Levando em consideração o esclarecimento conceitual acima, sua relação com a segurança e a defesa pode ser estabelecida, dado que, como será observado nos parágrafos seguintes, a clareza em relação às ameaças que podem afetá-las, dado que a segurança é um estado no qual um determinado objeto está livre de ameaças. Desta forma, a clareza com respeito a estes interesses pode ajudar a determinar o tipo de ameaças e as formas pelas quais elas podem ser mitigadas.
Estes preceitos, tanto de interesses nacionais quanto de ameaças, estão mudando à medida que a humanidade evolui, de modo que há evidência de uma mudança nas diferentes abordagens da segurança. Além disso, os contextos históricos e geopolíticos mudaram os interesses nacionais do Estado, como os combustíveis fósseis, que só adquiriram valor durante a revolução industrial. O mesmo acontece hoje, onde os recursos naturais, o meio ambiente, a água, a mudança climática e outros se tornaram novos interesses nacionais.
Para estabelecer como esses novos interesses foram protegidos, a evolução do conceito de segurança deve estar relacionada, pois isso nos permite compreender a relevância do meio ambiente como um interesse nacional.
Assim, a princípio, deve ser estudado o conceito clássico de segurança, segundo o qual o objetivo do Estado é “a sobrevivência do Estado diante de ameaças de natureza militar” (Barbé, 2007), uma perspectiva pela qual os Estados buscam “sua própria segurança aumentando seu poder através de sua capacidade militar” (Font & Ortega, 2012, p. 162). 162), encontrando nesta razão a base do que é conhecido como segurança nacional, sendo esta abordagem baseada nos fundamentos teóricos de Maquiavel e Hobbes, onde a soberania e as fronteiras são os interesses nacionais do Estado, concentrando-se exclusivamente nas ameaças de outros atores.
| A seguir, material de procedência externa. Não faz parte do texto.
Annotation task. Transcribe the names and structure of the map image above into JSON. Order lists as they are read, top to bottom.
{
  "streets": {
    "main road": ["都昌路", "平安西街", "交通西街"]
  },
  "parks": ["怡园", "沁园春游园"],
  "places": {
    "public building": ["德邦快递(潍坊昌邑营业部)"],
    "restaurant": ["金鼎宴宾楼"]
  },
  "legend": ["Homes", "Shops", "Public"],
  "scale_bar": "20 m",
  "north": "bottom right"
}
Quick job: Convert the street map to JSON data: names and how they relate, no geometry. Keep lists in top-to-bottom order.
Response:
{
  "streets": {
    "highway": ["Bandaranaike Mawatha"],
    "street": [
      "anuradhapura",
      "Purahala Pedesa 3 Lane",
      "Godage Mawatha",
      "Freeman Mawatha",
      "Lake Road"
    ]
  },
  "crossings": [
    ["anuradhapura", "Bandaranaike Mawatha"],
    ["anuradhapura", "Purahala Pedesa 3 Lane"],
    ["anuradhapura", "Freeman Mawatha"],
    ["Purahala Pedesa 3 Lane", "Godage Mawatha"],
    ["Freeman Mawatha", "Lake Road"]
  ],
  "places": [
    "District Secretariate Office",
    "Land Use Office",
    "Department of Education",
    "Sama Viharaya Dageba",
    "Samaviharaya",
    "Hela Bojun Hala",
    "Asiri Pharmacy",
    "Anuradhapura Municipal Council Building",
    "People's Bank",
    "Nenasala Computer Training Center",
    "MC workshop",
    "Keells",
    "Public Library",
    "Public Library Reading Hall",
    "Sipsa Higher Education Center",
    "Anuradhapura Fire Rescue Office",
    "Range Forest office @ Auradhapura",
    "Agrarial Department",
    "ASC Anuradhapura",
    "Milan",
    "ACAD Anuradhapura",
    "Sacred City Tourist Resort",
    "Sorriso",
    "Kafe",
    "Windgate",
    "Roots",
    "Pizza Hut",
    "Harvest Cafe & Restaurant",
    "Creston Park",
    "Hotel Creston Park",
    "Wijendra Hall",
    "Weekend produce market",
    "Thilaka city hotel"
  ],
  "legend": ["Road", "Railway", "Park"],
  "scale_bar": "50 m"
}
Posteriormente, e como resultado das mudanças ocorridas durante as últimas décadas do século XX e o início do século atual, tornou-se essencial considerar novas ameaças e estas abordagens evoluíram. Sob estas mudanças, há uma tendência a considerar a inclusão da “sociedade no centro do problema, assim como outras fontes de segurança não derivadas do militar, tais como fatores domésticos, econômicos ou ambientais” (Maghroori & Ramberg, 1982), portanto, “a segurança militar não domina constantemente a agenda” (Keohane & Nye, 2011, p. 41). Neste ponto, é relevante trazer para este estudo as contribuições teóricas da professora Ximena Cujabante (2009), para quem o período pós Guerra Fria representou um aumento na órbita da segurança, o que representa um problema para os estudos de segurança se a clareza sobre os interesses nacionais não for levada em consideração, pois estas nos permitirão compreender quais ameaças realmente afetam os estados diante desta diversidade de ameaças.
Neste sentido, tanto a segurança humana quanto a segurança multidimensional são facilmente compreendidas em relação ao objeto ou interesse que procuram proteger. Desta forma, a segurança humana pode ser considerada como um primeiro input para análise:
O triunfo da esperança sobre o medo e a pobreza; que as crianças não morram mais de fome ou doença; que mais empregos sejam criados; que as epidemias sejam controladas para evitar desastres humanitários; que os conflitos sejam superados pacificamente para que não degenerem em violência, com altos custos humanos; que os opositores não sejam silenciados, torturados ou eliminados por agentes do Estado. No final, a vida e a dignidade humana triunfam sobre a violência, a injustiça e a gestão abusiva e irrefletida das economias que geram pobreza” (Contreras, 2007, p. 162).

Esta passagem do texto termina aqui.